OWNERS of football clubs come and go. Chairmen, players and sponsors come and go. Managers come and go – a lot. The only constant over the years are the fans.
So there is an inevitability that Andrew Black, the mega-wealthy founder of betting exchange Betfair, wants to end his association with Swindon Town FC after five years.
Neither is it a shock that the original investors who bought the club in 2008 and brought some sorely-needed stability, have invested £13 million so far.
The figure in the story that emerged last Thursday which surprised me most was not the £13m debt, nor the stigma of ‘administration’, but that Black’s shareholding is a whopping 98 per cent.

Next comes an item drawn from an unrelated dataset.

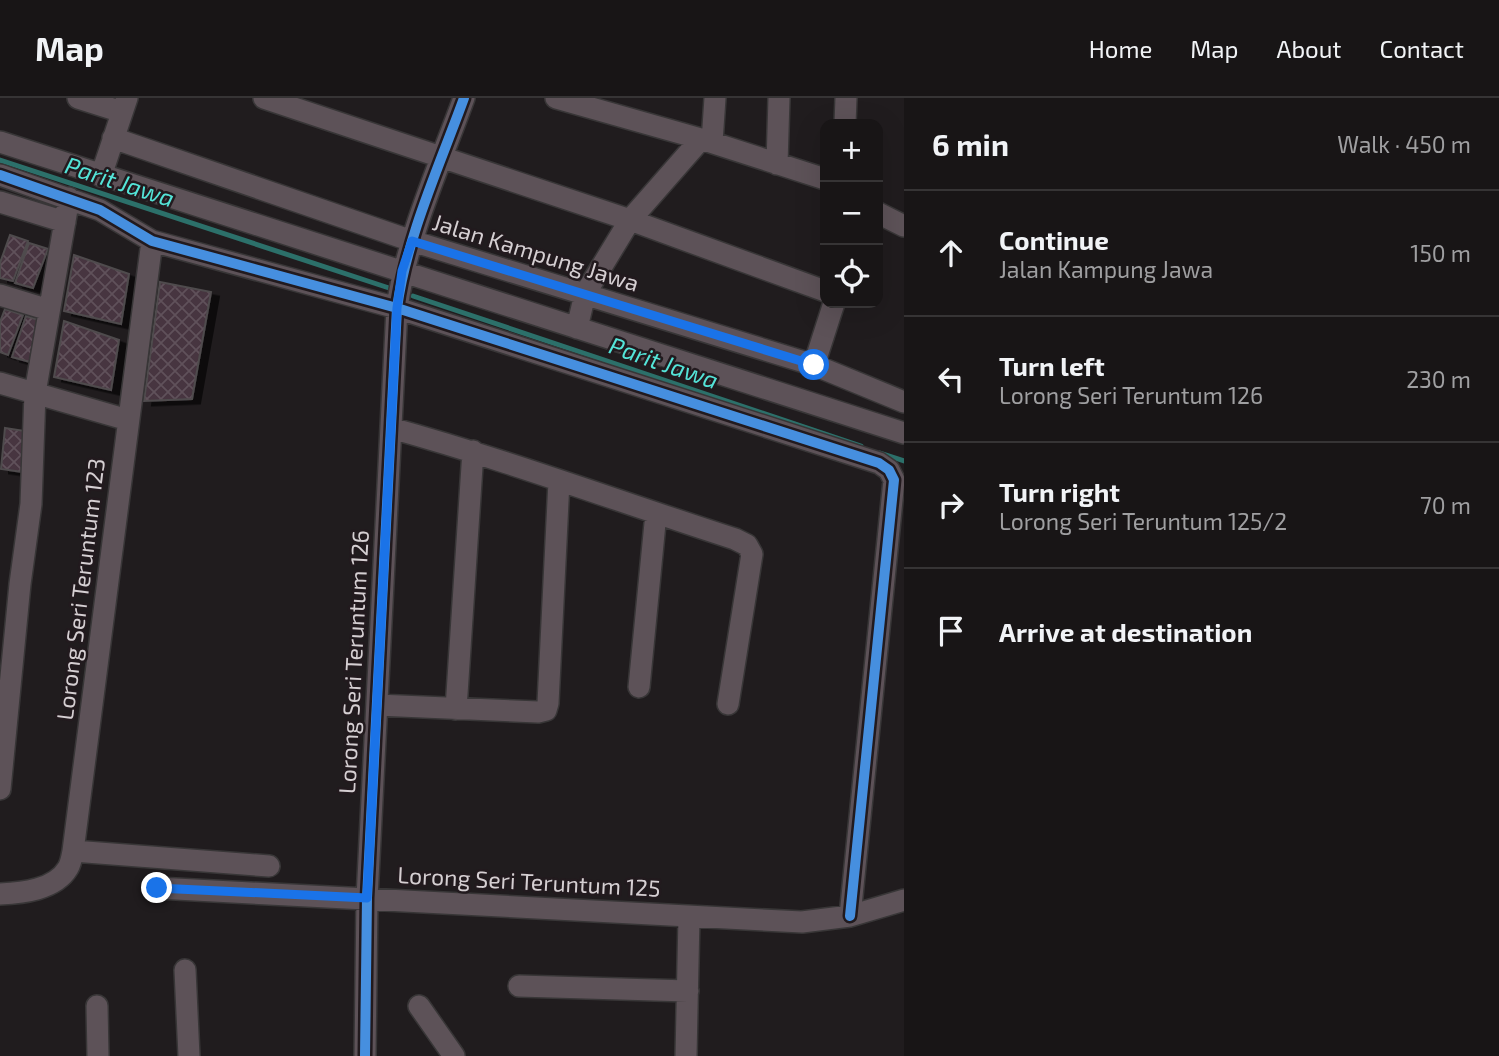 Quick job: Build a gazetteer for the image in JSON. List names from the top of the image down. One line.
{"streets":{"street":["Jalan Kampung Jawa","Lorong Seri Teruntum 123","Lorong Seri Teruntum 126","Lorong Seri Teruntum 125"]},"crossings":[["Jalan Kampung Jawa","Lorong Seri Teruntum 126"],["Lorong Seri Teruntum 126","Lorong Seri Teruntum 125"]],"water":["Parit Jawa"],"page":{"header":"Map","nav":["Home","Map","About","Contact"],"heading":["6 min","Walk · 450 m"],"map_buttons":["+","−"],"list":[["Continue","Jalan Kampung Jawa","150 m"],["Turn left","Lorong Seri Teruntum 126","230 m"],["Turn right","Lorong Seri Teruntum 125/2","70 m"],"Arrive at destination"]}}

Originally it was thought that then-chairman Andrew Fitton, former Perpetual Fund owner Martyn Arbib and Black had stumped up £3m each to acquire a controlling interest in the club, with fellow board members Jeremy Wray and Russell Backhouse presumably shovelling in some more cash on top.
Fitton and Arbib have since apparently stepped back, leaving Black with virtually the whole burden of providing the club’s finances.

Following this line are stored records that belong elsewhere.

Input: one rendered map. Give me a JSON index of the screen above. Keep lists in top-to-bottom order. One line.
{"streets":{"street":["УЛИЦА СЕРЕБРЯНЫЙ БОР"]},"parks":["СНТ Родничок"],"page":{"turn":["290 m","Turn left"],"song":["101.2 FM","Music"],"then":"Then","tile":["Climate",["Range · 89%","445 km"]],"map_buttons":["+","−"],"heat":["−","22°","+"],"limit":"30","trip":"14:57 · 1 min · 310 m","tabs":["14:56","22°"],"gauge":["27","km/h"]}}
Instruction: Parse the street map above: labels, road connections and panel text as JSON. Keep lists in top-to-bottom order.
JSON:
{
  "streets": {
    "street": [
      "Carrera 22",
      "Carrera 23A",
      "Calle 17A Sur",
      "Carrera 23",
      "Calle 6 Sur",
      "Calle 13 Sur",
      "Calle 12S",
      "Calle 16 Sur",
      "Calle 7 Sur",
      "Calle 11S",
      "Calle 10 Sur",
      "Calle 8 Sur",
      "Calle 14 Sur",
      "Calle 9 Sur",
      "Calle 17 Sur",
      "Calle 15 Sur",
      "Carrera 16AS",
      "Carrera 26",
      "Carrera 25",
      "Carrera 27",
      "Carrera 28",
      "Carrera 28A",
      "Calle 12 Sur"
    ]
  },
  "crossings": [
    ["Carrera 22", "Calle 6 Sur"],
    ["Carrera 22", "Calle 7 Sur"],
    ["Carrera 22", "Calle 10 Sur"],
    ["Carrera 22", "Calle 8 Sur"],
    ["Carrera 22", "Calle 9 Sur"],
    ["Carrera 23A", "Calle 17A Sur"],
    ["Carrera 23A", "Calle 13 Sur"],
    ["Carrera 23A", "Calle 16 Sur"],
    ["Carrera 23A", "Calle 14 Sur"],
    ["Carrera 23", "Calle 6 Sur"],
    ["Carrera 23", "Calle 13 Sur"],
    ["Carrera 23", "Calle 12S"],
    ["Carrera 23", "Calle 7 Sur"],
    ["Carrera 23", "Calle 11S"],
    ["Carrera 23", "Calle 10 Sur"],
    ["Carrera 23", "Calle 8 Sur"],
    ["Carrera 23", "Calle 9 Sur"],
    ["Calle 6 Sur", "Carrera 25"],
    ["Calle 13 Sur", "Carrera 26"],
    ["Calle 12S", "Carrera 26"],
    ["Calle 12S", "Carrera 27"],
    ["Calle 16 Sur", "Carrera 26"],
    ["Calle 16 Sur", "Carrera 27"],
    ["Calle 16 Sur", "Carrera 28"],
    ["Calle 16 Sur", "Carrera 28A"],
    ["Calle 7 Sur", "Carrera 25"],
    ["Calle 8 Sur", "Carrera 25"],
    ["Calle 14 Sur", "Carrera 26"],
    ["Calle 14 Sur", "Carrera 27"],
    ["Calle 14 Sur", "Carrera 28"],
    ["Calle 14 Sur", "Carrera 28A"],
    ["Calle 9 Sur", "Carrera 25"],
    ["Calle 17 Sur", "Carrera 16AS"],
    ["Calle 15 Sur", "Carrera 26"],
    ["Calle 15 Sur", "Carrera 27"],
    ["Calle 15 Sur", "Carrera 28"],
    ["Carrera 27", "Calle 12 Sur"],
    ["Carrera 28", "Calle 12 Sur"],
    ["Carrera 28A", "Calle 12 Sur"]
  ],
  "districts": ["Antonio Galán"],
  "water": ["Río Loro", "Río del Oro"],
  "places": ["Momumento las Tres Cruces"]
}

So the £4.5m playing budget for the 2012/12 season has come entirely from his pocket.
Black is a racing man and principal partner in Michael Owen’s stables in Cheshire where former Lambourn trainer Tom Dascombe is in charge.
He has no emotional ties to football let alone Swindon. He was a moneybags mate of the prime movers in the takeover.
Clearly it was never his intention to carry the financial load alone – and we should be grateful he has done.
Three months ago the benign Black bared his teeth and ousted his lifelong friend Wray as chairman, bringing in career diplomat Sir William Patey, whose main brief seems to have been to acquire new investment.
The wheels were not turning as fast as Black wanted hence the decision to hasten his exit and the need to find new owners.
Wray insists that Black is not a man to leave Swindon in the lurch. And I believe him.
I also believe Chief Executive Nick Watkins, who insists that ‘there is no debt to HMRC, no debt to the banks, no bank overdrafts and no major creditor issues’.
Make what you will of Watkins’ remark that ‘the debts due to the shareholders, in the event of the club being sold, will be treated very kindly’.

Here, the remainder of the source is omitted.